*** Opening Data records ***
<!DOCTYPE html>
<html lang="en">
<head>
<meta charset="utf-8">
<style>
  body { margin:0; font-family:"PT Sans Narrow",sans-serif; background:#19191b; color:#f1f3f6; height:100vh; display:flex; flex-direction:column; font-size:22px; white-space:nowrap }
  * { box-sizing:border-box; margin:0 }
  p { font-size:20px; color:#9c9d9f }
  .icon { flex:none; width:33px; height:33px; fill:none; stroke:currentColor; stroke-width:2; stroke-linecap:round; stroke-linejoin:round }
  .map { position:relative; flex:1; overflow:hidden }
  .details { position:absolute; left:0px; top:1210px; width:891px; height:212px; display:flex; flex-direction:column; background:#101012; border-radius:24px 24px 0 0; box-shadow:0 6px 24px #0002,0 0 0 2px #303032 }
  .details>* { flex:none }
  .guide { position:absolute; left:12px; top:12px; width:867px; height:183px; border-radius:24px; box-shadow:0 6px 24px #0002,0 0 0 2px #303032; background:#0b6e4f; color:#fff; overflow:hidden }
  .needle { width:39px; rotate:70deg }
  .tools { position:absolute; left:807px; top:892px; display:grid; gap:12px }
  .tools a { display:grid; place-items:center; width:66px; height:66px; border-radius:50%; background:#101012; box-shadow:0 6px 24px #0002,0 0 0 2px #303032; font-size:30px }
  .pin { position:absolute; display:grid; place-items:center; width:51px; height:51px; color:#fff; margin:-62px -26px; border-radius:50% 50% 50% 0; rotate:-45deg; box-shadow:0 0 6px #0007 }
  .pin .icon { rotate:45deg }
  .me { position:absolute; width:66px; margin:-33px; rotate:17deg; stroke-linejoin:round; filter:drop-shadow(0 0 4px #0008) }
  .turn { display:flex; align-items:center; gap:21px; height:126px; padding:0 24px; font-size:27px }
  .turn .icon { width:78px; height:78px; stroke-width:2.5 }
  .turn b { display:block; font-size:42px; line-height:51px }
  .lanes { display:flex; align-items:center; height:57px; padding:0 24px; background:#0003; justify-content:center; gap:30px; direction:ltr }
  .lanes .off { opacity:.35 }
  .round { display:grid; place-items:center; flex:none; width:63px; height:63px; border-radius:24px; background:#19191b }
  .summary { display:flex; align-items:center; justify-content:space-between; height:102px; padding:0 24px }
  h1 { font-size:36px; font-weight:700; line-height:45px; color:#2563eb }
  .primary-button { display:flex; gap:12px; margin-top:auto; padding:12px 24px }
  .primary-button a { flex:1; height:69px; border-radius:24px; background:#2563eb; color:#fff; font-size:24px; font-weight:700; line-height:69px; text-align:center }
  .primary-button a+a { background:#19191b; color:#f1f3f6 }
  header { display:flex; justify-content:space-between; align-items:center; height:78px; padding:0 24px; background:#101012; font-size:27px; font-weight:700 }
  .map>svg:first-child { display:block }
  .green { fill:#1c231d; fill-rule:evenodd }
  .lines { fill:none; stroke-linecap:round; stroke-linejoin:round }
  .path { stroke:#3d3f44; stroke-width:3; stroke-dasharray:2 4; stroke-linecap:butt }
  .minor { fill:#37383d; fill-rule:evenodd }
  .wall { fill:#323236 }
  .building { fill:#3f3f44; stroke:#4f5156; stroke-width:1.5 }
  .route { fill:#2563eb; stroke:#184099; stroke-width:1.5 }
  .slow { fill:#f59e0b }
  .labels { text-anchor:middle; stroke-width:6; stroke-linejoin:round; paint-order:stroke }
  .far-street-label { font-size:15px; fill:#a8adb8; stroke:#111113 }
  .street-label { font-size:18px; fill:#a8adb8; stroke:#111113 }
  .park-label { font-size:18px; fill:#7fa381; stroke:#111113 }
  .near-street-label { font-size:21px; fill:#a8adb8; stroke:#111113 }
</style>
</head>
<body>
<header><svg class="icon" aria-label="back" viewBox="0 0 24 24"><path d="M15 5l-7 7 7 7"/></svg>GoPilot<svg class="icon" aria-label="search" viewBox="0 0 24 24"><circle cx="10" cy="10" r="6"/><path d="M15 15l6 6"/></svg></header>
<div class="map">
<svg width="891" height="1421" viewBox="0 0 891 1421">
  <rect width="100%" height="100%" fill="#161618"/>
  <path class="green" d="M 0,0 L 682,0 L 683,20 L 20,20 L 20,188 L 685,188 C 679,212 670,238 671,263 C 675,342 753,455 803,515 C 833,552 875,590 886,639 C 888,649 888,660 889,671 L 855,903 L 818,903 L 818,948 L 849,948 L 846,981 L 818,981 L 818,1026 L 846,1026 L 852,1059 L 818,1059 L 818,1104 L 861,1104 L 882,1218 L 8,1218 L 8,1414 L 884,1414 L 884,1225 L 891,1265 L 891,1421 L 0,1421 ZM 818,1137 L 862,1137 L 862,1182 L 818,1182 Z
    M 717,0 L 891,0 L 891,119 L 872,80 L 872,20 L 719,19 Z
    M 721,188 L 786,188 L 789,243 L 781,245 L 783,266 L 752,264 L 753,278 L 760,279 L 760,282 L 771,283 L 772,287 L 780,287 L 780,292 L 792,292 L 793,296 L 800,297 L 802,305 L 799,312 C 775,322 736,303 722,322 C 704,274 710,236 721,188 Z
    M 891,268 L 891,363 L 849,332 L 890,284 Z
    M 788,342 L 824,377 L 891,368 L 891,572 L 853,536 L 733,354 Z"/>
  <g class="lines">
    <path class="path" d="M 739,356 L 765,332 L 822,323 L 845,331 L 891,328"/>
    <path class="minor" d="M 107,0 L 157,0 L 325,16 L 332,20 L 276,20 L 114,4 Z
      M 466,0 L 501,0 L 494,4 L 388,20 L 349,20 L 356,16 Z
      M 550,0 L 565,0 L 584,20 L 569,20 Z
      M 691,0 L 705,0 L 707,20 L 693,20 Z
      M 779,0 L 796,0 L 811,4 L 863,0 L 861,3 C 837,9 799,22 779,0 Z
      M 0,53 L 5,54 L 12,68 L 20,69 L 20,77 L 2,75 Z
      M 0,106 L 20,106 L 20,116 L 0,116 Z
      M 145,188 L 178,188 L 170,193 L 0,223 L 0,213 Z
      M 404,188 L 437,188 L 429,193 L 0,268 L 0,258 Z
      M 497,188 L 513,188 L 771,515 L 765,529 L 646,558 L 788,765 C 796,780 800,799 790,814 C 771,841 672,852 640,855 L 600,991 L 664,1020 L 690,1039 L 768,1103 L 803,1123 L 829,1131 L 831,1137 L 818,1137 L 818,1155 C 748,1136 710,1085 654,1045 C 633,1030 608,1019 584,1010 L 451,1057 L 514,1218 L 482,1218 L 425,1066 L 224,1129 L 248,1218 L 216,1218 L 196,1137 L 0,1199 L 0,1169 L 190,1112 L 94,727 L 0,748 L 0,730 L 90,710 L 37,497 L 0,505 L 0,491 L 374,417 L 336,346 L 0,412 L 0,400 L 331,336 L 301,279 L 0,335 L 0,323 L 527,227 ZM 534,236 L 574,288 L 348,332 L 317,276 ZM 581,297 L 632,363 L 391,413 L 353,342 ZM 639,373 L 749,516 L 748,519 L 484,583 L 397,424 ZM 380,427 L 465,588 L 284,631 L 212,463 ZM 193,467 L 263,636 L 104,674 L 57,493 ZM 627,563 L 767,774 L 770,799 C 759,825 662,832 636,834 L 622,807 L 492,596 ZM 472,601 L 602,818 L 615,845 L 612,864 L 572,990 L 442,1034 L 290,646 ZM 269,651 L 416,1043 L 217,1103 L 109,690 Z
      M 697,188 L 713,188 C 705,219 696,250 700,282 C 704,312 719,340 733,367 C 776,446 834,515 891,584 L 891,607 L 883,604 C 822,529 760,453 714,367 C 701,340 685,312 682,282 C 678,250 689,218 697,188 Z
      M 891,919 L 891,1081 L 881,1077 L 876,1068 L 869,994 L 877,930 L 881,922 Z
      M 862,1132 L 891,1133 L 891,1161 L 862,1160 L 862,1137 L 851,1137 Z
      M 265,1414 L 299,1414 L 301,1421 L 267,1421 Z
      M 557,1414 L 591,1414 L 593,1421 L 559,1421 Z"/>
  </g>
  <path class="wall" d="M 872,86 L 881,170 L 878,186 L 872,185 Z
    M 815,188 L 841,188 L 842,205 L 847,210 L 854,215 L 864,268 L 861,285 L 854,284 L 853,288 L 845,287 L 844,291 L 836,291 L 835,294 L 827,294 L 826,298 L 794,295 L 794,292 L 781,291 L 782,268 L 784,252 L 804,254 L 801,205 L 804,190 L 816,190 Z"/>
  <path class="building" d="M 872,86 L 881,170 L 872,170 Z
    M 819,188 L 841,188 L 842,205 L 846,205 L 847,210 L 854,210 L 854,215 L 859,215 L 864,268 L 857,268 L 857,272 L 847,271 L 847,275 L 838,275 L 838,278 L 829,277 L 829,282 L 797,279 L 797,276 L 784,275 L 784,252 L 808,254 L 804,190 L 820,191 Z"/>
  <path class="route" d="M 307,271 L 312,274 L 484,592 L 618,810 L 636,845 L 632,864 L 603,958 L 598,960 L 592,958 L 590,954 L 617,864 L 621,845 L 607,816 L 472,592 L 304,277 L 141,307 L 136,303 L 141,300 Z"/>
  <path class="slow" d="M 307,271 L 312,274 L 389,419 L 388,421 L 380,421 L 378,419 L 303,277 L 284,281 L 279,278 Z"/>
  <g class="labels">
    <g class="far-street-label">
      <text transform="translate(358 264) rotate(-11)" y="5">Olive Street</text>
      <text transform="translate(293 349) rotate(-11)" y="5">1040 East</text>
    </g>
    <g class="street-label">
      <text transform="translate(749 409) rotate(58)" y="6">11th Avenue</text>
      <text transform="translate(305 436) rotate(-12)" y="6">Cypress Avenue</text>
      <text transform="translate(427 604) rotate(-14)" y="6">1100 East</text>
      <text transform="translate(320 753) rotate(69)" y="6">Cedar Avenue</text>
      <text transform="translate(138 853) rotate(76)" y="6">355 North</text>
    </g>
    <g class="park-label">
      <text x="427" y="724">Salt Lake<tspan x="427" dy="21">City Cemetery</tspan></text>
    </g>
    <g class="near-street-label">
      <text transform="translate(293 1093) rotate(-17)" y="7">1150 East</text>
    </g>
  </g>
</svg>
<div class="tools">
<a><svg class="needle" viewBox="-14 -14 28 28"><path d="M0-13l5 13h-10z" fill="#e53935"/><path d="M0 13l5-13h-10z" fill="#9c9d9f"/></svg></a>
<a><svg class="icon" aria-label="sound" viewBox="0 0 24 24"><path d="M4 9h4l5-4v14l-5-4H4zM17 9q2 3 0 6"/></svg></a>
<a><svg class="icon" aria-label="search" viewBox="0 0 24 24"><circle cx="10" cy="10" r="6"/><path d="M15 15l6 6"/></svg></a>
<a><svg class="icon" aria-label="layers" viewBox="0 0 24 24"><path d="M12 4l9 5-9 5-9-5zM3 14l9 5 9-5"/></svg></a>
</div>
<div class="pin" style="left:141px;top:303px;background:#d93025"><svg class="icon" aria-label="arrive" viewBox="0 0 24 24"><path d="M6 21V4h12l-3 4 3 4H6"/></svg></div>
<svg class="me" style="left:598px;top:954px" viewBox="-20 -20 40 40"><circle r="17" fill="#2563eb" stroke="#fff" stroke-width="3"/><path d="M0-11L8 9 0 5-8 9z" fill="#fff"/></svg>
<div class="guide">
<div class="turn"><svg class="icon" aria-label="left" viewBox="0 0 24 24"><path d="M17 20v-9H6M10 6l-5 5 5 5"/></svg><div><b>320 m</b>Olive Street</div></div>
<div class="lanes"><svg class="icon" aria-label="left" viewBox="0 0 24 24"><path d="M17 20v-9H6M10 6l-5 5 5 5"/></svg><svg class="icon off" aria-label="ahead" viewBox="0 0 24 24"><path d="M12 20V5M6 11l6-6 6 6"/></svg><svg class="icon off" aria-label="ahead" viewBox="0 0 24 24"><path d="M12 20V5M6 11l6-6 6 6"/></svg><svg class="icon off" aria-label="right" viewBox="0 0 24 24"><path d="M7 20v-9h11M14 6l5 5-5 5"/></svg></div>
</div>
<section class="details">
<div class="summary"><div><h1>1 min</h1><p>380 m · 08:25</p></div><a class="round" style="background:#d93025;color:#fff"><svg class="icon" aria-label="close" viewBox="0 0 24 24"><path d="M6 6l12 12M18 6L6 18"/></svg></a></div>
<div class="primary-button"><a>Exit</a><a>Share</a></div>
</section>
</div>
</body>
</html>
*** Closing Data records ***
What you need to do: Which lines of the listing include the string "border"? Pull them out.

Your response:
  * { box-sizing:border-box; margin:0 }
  .details { position:absolute; left:0px; top:1210px; width:891px; height:212px; display:flex; flex-direction:column; background:#101012; border-radius:24px 24px 0 0; box-shadow:0 6px 24px #0002,0 0 0 2px #303032 }
  .guide { position:absolute; left:12px; top:12px; width:867px; height:183px; border-radius:24px; box-shadow:0 6px 24px #0002,0 0 0 2px #303032; background:#0b6e4f; color:#fff; overflow:hidden }
  .tools a { display:grid; place-items:center; width:66px; height:66px; border-radius:50%; background:#101012; box-shadow:0 6px 24px #0002,0 0 0 2px #303032; font-size:30px }
  .pin { position:absolute; display:grid; place-items:center; width:51px; height:51px; color:#fff; margin:-62px -26px; border-radius:50% 50% 50% 0; rotate:-45deg; box-shadow:0 0 6px #0007 }
  .round { display:grid; place-items:center; flex:none; width:63px; height:63px; border-radius:24px; background:#19191b }
  .primary-button a { flex:1; height:69px; border-radius:24px; background:#2563eb; color:#fff; font-size:24px; font-weight:700; line-height:69px; text-align:center }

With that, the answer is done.